The task: Both the line below containing "M641 263 819 302" and the line containing "M379 514 448 427", along with every line between them, should be repeated exactly; no other line belongs in the answer.

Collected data
*** Block opens ***
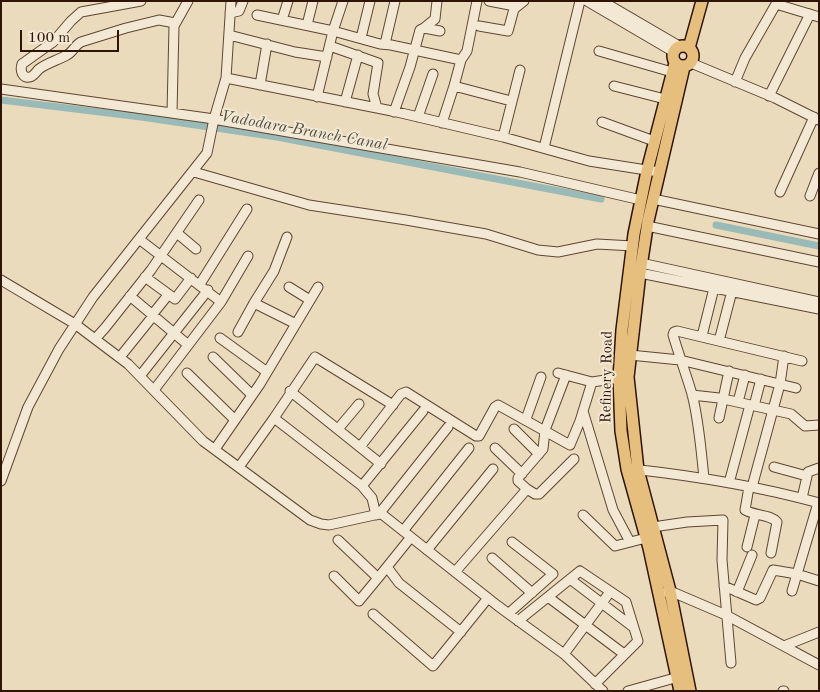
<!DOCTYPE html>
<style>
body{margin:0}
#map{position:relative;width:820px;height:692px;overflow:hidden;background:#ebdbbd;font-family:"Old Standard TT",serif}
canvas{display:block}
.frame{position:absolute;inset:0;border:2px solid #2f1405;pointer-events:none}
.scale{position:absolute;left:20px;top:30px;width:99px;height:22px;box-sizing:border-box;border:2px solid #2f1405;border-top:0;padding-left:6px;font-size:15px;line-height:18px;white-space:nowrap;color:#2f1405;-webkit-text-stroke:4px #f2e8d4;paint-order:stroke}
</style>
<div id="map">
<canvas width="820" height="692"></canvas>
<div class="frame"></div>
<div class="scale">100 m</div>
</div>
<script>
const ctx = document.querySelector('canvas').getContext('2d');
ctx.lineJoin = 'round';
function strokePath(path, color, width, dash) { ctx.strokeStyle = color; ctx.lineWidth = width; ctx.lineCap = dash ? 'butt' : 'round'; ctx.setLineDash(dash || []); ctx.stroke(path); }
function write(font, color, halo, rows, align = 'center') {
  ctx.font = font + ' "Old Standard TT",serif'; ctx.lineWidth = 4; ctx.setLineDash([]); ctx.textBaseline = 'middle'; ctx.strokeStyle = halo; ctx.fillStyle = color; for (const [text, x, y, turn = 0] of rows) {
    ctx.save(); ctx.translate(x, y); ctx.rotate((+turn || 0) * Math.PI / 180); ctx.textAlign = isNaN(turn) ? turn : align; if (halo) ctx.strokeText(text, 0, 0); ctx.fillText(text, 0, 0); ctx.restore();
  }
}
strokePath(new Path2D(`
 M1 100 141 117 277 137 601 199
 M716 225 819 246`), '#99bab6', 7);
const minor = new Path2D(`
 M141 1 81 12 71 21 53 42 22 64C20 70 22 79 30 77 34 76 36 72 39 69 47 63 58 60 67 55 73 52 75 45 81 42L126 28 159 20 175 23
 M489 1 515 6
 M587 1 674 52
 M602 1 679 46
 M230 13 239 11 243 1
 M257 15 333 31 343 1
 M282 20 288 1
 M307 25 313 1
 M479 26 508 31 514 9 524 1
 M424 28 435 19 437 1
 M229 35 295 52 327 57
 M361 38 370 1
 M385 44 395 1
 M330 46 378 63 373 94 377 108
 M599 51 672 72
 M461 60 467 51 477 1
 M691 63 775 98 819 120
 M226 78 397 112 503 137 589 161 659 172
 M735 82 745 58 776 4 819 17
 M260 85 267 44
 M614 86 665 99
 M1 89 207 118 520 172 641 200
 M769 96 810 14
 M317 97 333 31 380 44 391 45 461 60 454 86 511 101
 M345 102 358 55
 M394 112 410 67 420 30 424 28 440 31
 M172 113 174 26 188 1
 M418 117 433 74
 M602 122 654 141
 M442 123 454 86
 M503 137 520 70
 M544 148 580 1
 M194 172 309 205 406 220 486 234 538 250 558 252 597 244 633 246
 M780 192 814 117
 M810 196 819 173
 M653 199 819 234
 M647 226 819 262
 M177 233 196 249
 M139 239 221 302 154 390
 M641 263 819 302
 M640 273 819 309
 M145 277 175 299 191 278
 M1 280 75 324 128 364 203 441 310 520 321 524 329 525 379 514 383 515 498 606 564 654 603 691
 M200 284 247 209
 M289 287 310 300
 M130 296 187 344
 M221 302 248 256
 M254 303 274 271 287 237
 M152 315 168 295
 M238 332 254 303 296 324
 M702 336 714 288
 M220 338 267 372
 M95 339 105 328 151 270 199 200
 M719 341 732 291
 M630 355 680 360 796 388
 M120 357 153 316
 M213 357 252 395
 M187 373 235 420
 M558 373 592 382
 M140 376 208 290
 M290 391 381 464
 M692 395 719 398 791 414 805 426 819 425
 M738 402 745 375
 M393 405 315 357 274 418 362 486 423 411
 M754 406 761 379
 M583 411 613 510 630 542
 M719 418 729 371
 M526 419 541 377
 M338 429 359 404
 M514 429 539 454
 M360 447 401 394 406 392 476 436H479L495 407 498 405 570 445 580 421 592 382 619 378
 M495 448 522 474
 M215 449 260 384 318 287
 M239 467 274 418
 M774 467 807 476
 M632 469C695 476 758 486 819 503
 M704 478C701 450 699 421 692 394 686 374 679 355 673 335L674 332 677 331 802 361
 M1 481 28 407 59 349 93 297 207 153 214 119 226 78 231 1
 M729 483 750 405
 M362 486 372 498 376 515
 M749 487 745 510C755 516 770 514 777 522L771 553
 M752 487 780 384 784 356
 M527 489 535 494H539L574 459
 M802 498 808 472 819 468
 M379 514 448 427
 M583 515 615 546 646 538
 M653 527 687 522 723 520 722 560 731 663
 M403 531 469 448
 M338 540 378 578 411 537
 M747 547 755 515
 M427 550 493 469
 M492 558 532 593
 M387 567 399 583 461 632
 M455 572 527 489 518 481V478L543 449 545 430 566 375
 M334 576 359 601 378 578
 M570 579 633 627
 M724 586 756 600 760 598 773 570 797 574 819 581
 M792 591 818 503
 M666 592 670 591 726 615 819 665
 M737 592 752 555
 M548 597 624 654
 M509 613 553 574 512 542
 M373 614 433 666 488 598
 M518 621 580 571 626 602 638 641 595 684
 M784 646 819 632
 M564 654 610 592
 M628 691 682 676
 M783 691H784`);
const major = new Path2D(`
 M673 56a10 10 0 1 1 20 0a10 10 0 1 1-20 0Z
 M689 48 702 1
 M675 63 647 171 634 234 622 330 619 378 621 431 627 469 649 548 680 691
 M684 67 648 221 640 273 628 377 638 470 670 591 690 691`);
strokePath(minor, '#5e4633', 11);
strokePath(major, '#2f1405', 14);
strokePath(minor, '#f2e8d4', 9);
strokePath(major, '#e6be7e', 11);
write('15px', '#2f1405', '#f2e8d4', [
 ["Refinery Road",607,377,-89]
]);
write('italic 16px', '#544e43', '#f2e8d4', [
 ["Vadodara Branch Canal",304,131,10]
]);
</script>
*** Block closes ***
*** Block opens ***
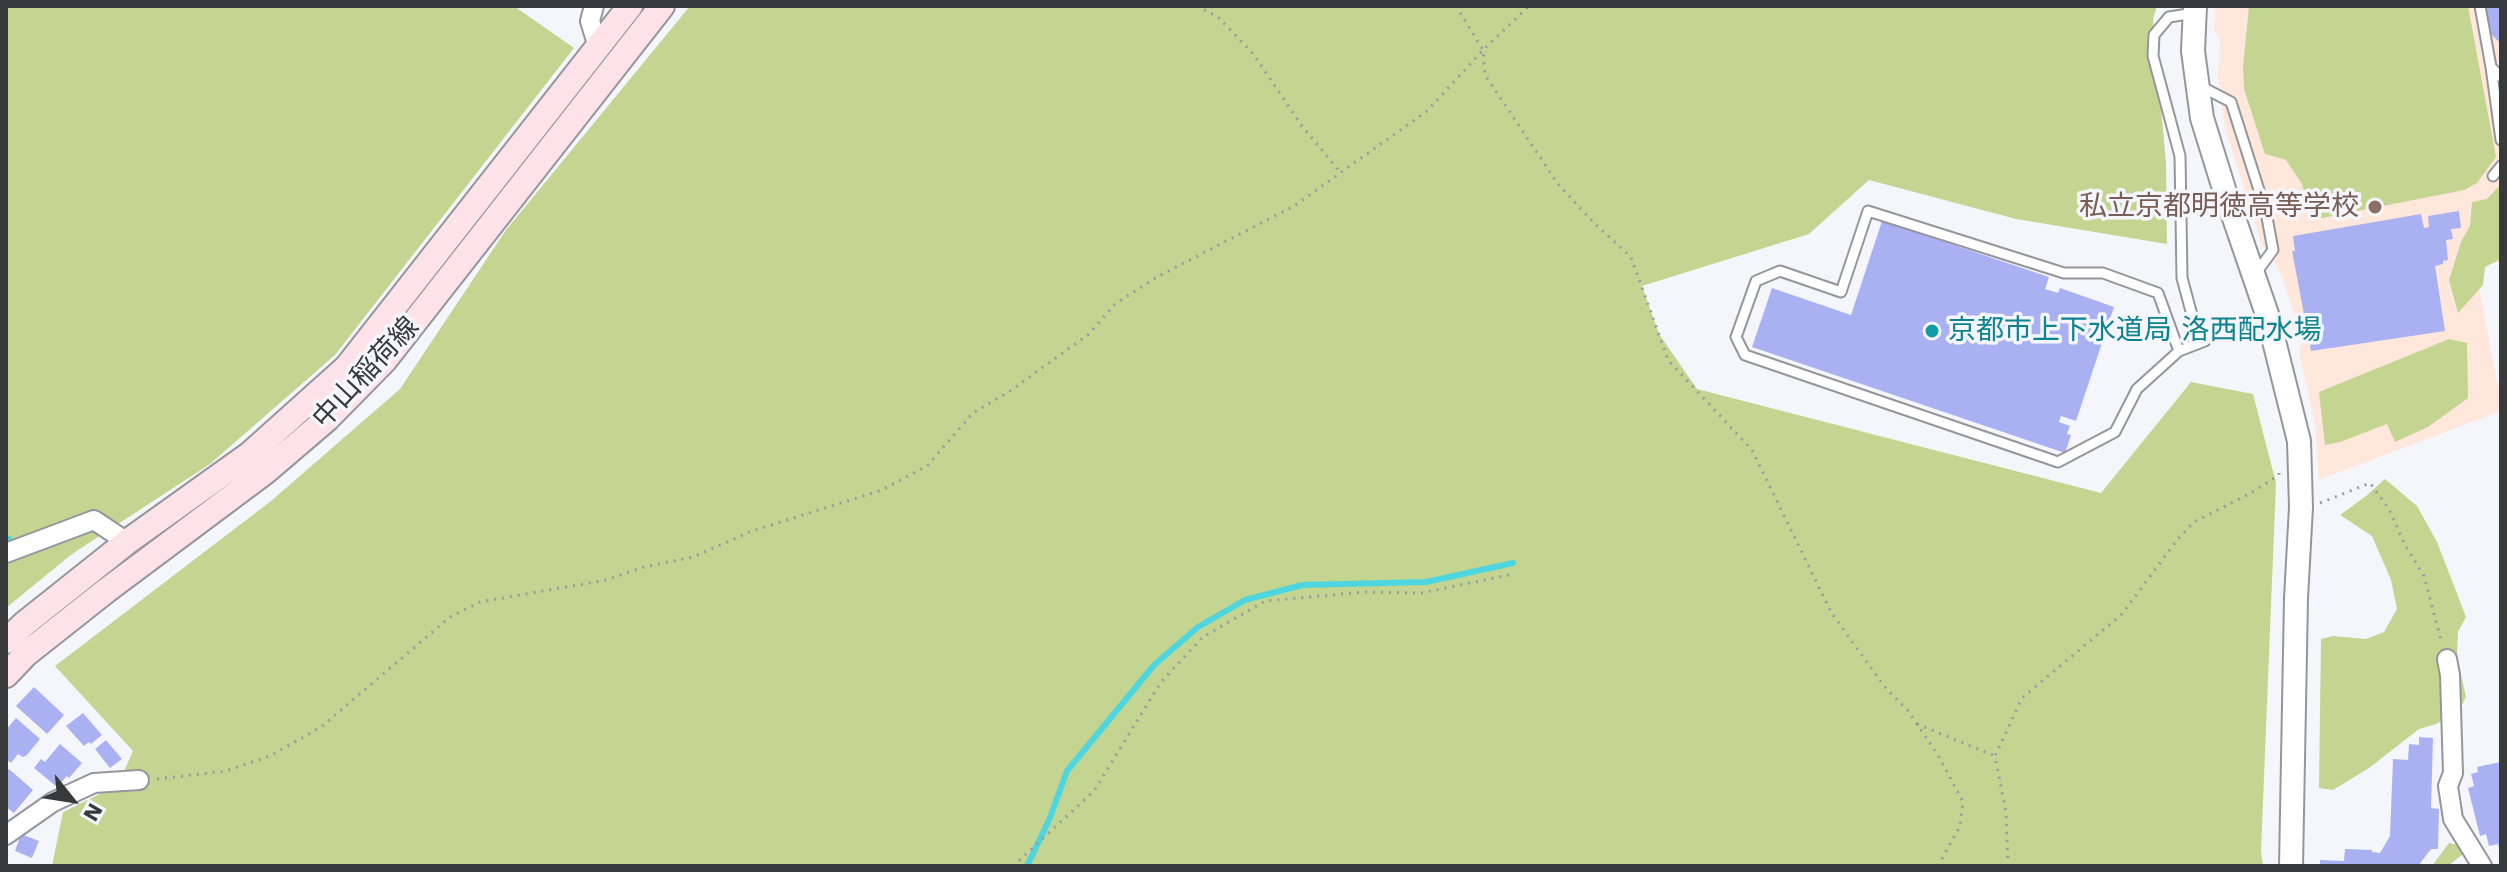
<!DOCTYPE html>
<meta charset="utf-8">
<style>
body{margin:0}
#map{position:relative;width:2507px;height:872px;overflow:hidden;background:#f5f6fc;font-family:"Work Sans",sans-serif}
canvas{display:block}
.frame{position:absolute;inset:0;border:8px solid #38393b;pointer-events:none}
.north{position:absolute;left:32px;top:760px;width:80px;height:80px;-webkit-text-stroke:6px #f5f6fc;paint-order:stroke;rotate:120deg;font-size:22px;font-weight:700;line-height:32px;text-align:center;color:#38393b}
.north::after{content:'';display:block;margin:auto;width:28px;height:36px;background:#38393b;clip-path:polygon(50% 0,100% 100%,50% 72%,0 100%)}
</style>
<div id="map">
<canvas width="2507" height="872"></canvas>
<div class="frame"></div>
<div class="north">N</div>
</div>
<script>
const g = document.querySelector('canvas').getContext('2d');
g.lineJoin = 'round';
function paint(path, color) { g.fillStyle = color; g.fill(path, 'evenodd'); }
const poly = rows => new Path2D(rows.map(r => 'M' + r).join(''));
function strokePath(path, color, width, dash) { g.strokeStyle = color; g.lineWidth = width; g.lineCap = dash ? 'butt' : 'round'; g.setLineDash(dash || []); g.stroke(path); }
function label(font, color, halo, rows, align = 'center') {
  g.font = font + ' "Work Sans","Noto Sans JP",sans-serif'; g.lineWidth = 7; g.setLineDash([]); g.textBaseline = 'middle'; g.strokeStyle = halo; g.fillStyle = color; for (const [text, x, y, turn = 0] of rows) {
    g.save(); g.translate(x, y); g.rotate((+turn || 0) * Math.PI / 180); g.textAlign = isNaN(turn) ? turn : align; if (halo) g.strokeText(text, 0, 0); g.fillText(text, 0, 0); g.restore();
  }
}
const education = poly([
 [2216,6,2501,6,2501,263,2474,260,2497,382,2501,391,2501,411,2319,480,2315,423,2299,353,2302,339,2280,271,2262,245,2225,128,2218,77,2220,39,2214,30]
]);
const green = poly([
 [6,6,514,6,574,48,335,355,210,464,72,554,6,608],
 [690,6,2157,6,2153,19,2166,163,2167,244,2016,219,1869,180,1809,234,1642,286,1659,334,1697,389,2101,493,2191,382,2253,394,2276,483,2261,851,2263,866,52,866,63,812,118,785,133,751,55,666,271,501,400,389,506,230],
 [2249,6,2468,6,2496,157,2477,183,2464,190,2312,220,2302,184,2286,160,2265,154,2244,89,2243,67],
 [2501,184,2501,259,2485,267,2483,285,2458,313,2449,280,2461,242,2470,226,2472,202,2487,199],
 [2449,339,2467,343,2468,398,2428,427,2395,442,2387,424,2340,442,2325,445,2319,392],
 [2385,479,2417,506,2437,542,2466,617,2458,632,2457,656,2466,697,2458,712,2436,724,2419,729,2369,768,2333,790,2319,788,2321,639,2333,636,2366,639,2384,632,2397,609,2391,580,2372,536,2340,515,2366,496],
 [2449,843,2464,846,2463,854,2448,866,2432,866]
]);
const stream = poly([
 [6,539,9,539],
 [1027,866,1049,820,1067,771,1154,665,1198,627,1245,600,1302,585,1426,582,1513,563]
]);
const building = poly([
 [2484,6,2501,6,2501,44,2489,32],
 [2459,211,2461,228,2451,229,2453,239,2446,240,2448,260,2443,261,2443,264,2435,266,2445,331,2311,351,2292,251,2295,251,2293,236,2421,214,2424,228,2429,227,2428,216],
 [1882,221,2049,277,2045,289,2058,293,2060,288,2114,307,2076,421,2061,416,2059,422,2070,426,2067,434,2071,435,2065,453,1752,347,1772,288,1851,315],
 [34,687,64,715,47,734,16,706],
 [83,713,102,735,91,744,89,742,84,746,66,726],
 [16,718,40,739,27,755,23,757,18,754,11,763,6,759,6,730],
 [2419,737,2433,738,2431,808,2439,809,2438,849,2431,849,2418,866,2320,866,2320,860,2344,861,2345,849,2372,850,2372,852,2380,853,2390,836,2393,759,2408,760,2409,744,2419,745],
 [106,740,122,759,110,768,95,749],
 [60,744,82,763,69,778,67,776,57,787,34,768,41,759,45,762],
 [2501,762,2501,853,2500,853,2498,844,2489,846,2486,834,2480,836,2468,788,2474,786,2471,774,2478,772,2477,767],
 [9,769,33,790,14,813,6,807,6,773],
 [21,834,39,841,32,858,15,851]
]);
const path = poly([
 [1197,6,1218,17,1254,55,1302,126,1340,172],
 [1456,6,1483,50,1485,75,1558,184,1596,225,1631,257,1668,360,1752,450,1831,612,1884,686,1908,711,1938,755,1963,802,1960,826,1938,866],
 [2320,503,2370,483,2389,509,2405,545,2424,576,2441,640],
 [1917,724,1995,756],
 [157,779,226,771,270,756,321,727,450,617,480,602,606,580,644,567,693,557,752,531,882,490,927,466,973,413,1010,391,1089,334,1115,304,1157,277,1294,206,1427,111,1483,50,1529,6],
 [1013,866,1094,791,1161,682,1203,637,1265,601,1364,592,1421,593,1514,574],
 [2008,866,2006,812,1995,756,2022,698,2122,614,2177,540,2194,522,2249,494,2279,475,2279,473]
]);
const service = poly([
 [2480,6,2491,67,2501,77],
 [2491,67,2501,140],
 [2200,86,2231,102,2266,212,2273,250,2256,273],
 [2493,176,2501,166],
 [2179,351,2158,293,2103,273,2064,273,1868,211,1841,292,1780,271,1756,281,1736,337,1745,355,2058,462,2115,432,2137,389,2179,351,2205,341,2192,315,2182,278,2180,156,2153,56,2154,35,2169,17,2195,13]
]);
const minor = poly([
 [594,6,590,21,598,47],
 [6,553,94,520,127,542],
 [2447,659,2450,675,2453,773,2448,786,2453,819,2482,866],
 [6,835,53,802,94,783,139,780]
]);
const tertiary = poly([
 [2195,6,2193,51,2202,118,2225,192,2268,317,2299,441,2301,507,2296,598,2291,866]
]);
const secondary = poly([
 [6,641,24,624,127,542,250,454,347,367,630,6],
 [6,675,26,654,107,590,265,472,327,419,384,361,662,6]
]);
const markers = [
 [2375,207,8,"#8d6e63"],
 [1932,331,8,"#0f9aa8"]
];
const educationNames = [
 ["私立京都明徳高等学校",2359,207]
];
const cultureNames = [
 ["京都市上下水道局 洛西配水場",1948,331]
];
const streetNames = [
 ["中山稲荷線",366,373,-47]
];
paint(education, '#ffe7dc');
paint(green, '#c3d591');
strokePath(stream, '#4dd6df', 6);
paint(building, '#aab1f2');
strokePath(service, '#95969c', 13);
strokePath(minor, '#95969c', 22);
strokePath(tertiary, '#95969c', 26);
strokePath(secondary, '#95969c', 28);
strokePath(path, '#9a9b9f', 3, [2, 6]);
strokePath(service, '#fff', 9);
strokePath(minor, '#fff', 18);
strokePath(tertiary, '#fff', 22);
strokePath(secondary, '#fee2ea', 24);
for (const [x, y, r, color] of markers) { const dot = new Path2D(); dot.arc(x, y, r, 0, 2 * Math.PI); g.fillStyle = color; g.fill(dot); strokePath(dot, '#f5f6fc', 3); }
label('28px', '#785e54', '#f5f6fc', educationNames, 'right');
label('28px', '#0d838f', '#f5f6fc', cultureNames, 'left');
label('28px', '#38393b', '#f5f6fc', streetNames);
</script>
*** Block closes ***
Solution for this task:
 M641 263 819 302
 M640 273 819 309
 M145 277 175 299 191 278
 M1 280 75 324 128 364 203 441 310 520 321 524 329 525 379 514 383 515 498 606 564 654 603 691
 M200 284 247 209
 M289 287 310 300
 M130 296 187 344
 M221 302 248 256
 M254 303 274 271 287 237
 M152 315 168 295
 M238 332 254 303 296 324
 M702 336 714 288
 M220 338 267 372
 M95 339 105 328 151 270 199 200
 M719 341 732 291
 M630 355 680 360 796 388
 M120 357 153 316
 M213 357 252 395
 M187 373 235 420
 M558 373 592 382
 M140 376 208 290
 M290 391 381 464
 M692 395 719 398 791 414 805 426 819 425
 M738 402 745 375
 M393 405 315 357 274 418 362 486 423 411
 M754 406 761 379
 M583 411 613 510 630 542
 M719 418 729 371
 M526 419 541 377
 M338 429 359 404
 M514 429 539 454
 M360 447 401 394 406 392 476 436H479L495 407 498 405 570 445 580 421 592 382 619 378
 M495 448 522 474
 M215 449 260 384 318 287
 M239 467 274 418
 M774 467 807 476
 M632 469C695 476 758 486 819 503
 M704 478C701 450 699 421 692 394 686 374 679 355 673 335L674 332 677 331 802 361
 M1 481 28 407 59 349 93 297 207 153 214 119 226 78 231 1
 M729 483 750 405
 M362 486 372 498 376 515
 M749 487 745 510C755 516 770 514 777 522L771 553
 M752 487 780 384 784 356
 M527 489 535 494H539L574 459
 M802 498 808 472 819 468
 M379 514 448 427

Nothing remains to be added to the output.